Aim of the task: Show, from the records below, all lines that contain the word "page".

Records shown:

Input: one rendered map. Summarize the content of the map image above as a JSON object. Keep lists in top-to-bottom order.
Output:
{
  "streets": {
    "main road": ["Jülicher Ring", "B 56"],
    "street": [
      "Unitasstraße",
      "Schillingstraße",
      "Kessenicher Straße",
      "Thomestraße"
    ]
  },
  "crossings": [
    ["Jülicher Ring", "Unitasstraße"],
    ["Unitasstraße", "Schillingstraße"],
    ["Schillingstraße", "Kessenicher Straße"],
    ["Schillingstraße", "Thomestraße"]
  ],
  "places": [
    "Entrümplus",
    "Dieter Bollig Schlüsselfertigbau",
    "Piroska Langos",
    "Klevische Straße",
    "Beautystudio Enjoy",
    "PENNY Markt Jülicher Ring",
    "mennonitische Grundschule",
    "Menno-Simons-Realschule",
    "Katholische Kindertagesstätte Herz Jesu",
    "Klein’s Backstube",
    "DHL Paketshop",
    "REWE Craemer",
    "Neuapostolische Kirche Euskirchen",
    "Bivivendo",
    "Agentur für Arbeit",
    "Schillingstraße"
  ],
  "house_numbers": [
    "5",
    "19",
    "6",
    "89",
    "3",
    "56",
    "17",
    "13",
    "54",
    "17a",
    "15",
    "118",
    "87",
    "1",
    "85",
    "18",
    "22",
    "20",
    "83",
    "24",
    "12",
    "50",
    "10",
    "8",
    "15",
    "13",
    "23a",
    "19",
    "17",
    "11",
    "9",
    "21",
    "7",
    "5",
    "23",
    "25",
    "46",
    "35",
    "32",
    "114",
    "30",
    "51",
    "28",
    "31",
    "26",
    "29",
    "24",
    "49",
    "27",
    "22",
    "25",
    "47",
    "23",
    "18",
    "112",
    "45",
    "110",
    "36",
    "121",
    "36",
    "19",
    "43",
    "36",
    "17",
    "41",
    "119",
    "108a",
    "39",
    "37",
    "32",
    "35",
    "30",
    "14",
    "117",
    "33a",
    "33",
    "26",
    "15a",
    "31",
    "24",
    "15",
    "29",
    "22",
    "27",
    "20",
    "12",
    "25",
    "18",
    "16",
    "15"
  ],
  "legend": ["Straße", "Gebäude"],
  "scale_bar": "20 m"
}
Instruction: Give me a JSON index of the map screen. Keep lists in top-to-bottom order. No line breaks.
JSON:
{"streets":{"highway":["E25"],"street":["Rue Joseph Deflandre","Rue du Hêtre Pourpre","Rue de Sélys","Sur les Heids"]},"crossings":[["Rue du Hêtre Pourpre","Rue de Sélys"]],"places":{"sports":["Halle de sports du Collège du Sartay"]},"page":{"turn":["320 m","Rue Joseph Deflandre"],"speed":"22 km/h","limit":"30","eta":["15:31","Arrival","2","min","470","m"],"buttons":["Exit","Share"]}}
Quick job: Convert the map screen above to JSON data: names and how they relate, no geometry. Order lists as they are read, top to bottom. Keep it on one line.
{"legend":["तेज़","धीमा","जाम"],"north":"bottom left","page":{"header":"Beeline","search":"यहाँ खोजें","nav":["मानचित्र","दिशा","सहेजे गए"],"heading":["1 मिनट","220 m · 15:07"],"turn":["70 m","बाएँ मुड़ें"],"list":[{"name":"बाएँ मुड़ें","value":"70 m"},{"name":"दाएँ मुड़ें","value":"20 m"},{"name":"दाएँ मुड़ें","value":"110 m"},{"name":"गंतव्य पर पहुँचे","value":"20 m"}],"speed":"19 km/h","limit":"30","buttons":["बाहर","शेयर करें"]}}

The completed task:
{"streets":{"highway":["E25"],"street":["Rue Joseph Deflandre","Rue du Hêtre Pourpre","Rue de Sélys","Sur les Heids"]},"crossings":[["Rue du Hêtre Pourpre","Rue de Sélys"]],"places":{"sports":["Halle de sports du Collège du Sartay"]},"page":{"turn":["320 m","Rue Joseph Deflandre"],"speed":"22 km/h","limit":"30","eta":["15:31","Arrival","2","min","470","m"],"buttons":["Exit","Share"]}}
{"legend":["तेज़","धीमा","जाम"],"north":"bottom left","page":{"header":"Beeline","search":"यहाँ खोजें","nav":["मानचित्र","दिशा","सहेजे गए"],"heading":["1 मिनट","220 m · 15:07"],"turn":["70 m","बाएँ मुड़ें"],"list":[{"name":"बाएँ मुड़ें","value":"70 m"},{"name":"दाएँ मुड़ें","value":"20 m"},{"name":"दाएँ मुड़ें","value":"110 m"},{"name":"गंतव्य पर पहुँचे","value":"20 m"}],"speed":"19 km/h","limit":"30","buttons":["बाहर","शेयर करें"]}}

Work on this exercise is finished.